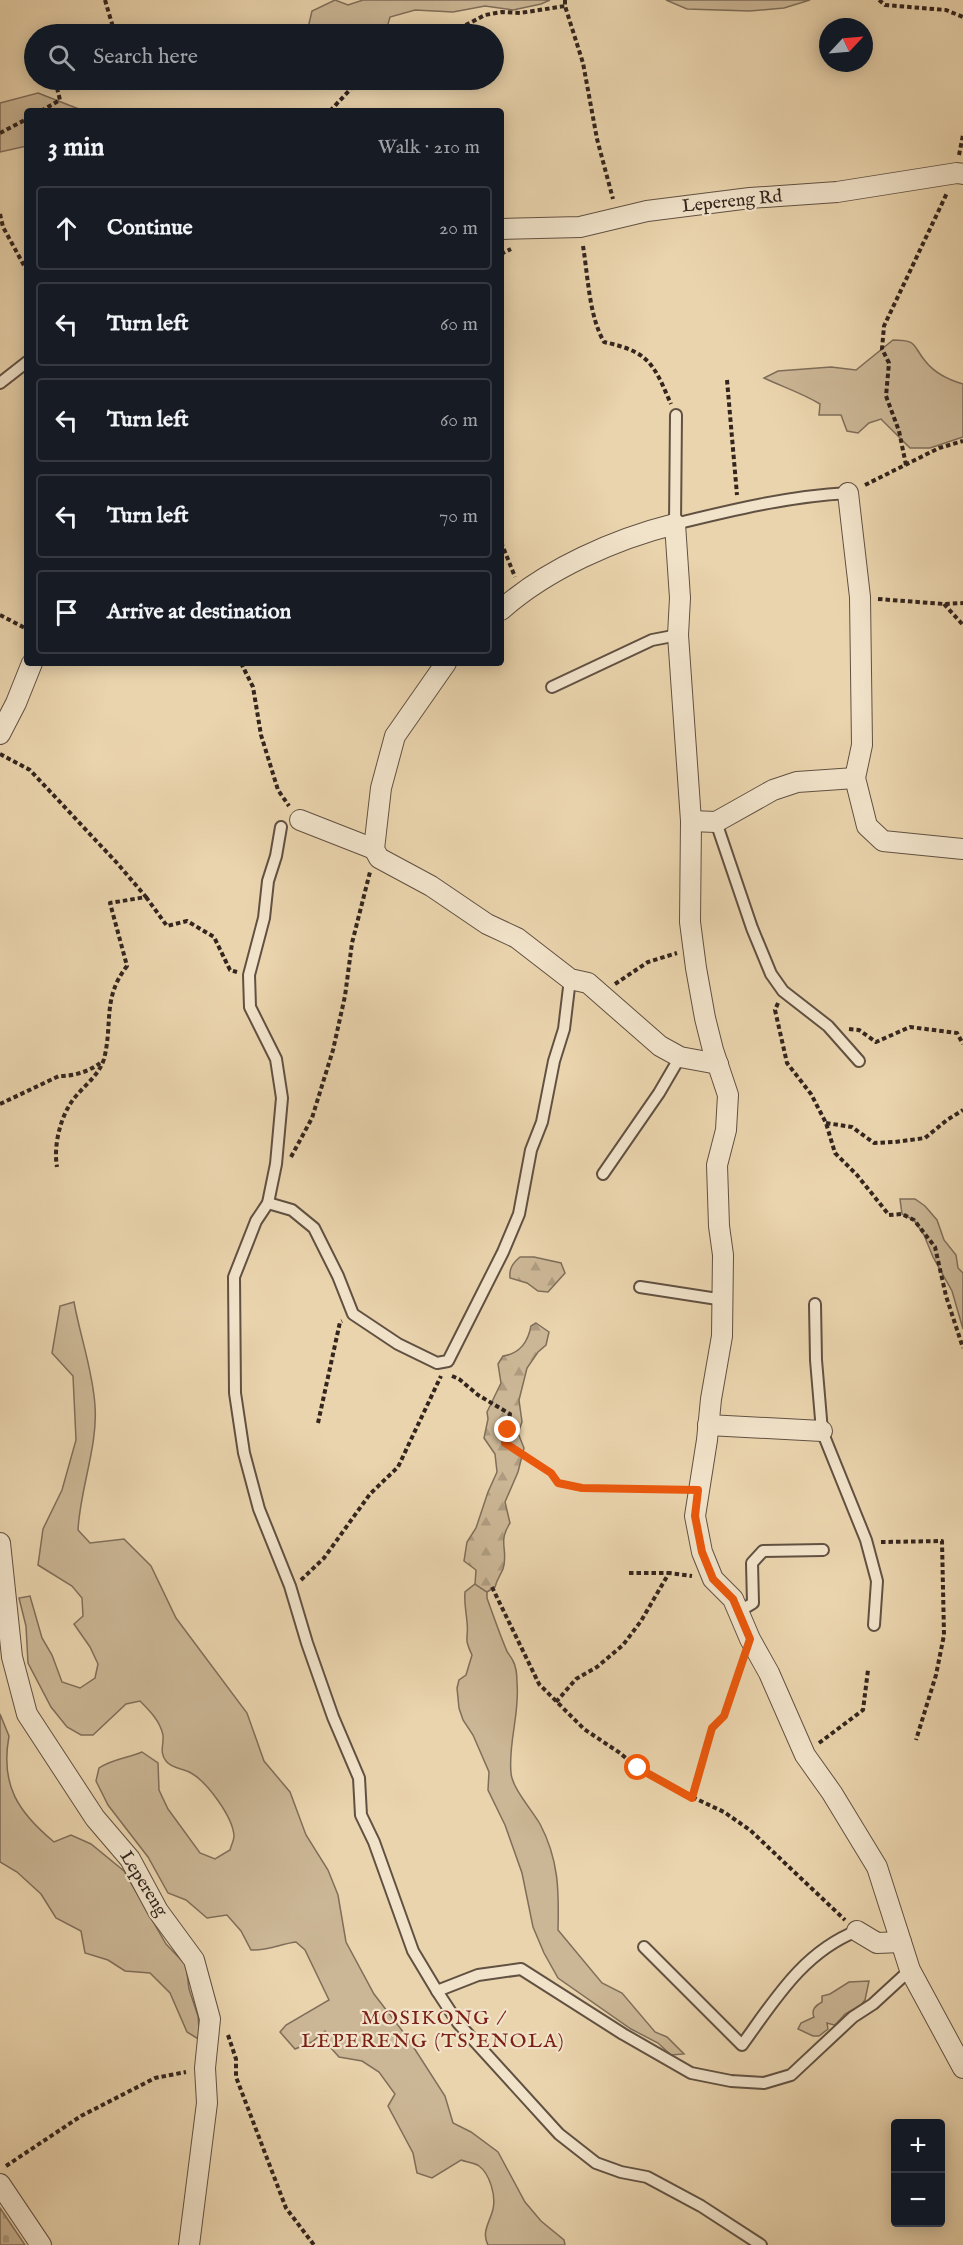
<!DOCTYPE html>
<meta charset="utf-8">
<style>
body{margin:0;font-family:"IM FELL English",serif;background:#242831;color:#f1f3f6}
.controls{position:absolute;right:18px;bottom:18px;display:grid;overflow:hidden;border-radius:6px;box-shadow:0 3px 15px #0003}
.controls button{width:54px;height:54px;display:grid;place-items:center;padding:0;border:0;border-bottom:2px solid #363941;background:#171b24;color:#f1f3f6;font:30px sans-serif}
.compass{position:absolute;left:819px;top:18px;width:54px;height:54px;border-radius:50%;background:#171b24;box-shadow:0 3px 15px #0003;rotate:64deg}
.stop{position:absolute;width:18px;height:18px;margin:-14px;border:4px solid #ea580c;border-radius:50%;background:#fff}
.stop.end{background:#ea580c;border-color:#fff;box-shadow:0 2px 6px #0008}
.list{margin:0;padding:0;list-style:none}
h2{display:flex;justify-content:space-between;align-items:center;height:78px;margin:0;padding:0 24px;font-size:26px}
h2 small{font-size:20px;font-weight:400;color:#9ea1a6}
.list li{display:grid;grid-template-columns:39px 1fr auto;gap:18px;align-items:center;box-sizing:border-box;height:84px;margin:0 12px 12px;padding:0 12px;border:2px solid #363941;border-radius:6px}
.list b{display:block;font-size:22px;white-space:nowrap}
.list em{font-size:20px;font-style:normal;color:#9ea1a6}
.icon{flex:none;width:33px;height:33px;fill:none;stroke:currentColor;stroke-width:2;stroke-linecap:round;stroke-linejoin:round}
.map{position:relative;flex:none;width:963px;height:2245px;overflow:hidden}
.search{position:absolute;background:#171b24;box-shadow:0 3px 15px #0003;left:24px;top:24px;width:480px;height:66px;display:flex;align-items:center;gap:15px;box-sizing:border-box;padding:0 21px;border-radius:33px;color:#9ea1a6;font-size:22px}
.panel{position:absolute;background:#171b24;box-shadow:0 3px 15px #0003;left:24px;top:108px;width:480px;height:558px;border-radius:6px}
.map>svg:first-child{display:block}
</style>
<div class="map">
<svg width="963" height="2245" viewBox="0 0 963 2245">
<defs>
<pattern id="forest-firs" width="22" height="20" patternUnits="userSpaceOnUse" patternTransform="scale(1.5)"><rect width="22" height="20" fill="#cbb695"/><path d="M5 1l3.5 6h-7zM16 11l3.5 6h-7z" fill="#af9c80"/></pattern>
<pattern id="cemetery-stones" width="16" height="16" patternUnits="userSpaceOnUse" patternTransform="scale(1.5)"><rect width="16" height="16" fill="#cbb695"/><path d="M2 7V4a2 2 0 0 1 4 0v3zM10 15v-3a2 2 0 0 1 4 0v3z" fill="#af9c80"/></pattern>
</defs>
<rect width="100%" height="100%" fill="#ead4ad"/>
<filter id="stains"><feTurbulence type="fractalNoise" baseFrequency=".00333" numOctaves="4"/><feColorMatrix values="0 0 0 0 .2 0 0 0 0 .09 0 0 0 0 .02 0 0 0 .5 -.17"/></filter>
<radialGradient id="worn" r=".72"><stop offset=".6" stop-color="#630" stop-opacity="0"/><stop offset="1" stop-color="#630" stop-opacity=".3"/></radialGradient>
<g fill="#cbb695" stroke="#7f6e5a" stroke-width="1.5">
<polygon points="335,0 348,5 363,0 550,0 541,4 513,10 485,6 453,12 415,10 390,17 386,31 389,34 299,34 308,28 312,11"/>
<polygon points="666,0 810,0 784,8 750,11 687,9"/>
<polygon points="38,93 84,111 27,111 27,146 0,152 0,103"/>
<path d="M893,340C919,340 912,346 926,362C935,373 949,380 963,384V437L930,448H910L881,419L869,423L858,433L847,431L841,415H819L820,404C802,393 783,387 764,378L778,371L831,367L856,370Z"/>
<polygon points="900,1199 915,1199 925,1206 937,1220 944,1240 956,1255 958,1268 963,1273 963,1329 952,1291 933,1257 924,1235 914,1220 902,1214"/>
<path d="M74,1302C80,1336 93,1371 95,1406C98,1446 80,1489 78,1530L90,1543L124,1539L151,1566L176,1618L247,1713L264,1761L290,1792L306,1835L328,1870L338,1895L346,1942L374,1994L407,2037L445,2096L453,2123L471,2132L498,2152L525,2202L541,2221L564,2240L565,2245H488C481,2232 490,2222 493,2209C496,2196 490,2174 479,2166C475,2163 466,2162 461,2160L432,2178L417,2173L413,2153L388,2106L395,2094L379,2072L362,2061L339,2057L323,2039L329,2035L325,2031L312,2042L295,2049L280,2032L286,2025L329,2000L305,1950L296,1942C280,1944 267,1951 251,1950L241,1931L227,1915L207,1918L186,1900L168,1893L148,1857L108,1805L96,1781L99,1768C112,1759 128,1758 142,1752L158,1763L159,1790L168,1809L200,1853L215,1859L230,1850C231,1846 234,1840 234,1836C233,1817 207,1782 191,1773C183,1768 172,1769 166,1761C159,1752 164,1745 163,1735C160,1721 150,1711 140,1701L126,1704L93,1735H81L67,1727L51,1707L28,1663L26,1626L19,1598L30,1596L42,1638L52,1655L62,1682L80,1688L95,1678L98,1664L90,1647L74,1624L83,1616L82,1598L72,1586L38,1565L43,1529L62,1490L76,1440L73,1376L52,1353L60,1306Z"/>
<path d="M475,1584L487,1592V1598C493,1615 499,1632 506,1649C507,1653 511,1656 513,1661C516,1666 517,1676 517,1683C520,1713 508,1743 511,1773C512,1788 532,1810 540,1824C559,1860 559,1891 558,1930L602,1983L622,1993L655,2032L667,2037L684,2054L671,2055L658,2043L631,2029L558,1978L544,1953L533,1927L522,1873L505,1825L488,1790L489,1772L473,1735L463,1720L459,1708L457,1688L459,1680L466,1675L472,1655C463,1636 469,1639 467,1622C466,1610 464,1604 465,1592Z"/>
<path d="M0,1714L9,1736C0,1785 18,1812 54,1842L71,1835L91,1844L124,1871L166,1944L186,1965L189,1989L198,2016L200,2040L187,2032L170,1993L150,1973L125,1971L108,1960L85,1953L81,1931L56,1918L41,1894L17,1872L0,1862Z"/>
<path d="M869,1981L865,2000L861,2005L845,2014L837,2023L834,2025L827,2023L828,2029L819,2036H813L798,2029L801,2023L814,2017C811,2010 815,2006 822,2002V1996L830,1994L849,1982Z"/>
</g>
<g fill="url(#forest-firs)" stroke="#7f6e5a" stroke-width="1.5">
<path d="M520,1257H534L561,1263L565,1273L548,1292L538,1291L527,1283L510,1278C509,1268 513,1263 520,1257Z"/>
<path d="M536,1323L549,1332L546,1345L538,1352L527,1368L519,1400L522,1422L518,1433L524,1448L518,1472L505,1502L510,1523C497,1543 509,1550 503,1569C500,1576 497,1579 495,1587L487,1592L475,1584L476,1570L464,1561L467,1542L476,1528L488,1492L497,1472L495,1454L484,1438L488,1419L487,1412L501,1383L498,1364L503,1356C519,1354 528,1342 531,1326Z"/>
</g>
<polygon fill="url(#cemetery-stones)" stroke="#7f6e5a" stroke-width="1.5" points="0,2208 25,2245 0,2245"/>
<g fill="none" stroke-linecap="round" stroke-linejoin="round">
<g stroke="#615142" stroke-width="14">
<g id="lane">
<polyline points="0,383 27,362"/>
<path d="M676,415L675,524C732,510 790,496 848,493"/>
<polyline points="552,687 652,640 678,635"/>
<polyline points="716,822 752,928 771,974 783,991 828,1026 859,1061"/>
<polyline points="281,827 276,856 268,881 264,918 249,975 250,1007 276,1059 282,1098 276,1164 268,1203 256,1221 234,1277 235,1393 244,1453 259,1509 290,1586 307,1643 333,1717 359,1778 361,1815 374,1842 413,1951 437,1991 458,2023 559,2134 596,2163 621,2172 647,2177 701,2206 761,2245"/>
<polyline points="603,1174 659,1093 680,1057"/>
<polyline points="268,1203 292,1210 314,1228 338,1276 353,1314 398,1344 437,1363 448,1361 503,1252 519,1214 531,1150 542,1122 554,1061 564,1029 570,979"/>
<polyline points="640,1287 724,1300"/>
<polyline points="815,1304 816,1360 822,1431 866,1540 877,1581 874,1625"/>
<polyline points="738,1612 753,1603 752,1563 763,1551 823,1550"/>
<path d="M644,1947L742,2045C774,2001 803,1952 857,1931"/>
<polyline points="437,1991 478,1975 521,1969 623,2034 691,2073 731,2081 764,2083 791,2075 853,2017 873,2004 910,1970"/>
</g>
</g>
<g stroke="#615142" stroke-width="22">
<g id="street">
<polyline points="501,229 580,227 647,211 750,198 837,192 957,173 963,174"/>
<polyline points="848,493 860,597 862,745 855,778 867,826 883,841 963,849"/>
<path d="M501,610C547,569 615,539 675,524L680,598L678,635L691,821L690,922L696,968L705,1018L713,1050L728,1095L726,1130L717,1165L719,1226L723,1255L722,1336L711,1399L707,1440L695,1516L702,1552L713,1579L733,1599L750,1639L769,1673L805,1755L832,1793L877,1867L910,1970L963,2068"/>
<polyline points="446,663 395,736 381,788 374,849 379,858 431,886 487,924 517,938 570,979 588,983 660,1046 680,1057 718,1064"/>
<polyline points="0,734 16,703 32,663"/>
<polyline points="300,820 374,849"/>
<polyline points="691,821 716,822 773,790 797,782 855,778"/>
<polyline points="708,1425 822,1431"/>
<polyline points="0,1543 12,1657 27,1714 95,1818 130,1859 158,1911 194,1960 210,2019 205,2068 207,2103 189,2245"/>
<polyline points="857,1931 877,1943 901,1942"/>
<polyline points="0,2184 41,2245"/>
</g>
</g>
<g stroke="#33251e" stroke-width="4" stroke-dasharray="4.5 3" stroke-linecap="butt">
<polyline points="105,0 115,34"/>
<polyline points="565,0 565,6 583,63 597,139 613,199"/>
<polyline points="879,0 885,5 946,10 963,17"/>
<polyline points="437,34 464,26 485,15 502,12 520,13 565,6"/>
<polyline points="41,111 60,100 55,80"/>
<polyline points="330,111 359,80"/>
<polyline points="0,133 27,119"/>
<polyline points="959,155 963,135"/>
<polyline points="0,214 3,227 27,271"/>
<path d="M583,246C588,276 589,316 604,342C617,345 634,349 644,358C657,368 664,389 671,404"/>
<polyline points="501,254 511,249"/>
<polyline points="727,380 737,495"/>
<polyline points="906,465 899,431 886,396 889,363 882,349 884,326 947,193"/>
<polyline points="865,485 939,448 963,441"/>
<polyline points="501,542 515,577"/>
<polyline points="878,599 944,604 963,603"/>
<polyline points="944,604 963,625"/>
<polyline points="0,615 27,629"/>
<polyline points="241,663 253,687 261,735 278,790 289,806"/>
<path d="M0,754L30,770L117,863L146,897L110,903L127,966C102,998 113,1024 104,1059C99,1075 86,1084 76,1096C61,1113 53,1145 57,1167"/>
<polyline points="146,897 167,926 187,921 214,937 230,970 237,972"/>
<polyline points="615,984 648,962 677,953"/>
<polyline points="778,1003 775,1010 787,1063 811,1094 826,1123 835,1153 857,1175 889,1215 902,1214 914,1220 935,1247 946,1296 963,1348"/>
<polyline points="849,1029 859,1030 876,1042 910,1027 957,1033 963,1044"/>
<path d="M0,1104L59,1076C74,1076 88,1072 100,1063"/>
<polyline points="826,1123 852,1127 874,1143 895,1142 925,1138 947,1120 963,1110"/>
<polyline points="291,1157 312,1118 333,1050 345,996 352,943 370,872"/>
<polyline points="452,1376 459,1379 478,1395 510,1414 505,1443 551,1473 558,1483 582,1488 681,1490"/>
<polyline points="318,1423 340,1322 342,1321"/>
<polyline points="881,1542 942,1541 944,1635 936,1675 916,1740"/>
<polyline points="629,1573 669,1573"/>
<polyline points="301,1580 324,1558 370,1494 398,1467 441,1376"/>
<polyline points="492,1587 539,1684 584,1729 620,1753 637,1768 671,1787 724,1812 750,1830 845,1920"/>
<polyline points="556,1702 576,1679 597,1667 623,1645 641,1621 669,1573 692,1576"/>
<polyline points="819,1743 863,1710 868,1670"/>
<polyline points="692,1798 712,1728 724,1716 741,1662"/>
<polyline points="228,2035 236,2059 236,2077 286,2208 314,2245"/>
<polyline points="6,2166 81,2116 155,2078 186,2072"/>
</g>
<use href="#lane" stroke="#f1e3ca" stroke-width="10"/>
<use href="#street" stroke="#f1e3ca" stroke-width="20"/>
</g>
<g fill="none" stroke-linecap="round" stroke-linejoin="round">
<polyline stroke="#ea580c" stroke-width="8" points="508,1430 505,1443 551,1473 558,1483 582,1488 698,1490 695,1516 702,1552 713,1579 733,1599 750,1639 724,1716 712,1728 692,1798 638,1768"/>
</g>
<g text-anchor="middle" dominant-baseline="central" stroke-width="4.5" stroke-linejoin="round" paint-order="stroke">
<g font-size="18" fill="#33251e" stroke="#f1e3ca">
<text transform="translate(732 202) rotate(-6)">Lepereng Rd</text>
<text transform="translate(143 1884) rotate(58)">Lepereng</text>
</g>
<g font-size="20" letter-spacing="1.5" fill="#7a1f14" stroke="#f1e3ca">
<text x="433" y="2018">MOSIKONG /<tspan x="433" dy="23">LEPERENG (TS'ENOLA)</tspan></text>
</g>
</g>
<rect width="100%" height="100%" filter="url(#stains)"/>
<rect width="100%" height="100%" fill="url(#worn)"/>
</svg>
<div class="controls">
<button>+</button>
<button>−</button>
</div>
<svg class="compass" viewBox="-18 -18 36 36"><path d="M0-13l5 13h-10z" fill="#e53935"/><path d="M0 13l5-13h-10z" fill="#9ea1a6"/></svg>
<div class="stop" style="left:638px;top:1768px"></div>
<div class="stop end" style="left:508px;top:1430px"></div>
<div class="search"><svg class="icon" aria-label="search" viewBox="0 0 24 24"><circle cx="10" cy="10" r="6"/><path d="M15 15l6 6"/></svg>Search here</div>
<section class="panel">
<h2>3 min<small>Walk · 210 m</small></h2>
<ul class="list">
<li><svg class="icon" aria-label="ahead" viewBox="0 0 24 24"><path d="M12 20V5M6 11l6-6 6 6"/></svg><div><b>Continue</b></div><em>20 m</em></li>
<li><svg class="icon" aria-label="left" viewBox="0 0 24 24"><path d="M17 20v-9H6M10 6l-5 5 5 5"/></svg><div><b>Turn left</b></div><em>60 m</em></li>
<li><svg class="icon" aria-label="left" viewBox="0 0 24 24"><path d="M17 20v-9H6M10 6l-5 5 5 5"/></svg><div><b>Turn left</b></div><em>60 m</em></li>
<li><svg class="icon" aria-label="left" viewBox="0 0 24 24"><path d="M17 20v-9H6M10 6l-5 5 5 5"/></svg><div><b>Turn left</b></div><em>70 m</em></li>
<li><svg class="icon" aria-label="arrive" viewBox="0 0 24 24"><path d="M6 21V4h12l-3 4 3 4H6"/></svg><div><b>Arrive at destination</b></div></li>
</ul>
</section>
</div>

▶ [Task to carry out]:
Look through the entries and copy every line in which the string "solid" appears.

▶ [The answer]:
.controls button{width:54px;height:54px;display:grid;place-items:center;padding:0;border:0;border-bottom:2px solid #363941;background:#171b24;color:#f1f3f6;font:30px sans-serif}
.stop{position:absolute;width:18px;height:18px;margin:-14px;border:4px solid #ea580c;border-radius:50%;background:#fff}
.list li{display:grid;grid-template-columns:39px 1fr auto;gap:18px;align-items:center;box-sizing:border-box;height:84px;margin:0 12px 12px;padding:0 12px;border:2px solid #363941;border-radius:6px}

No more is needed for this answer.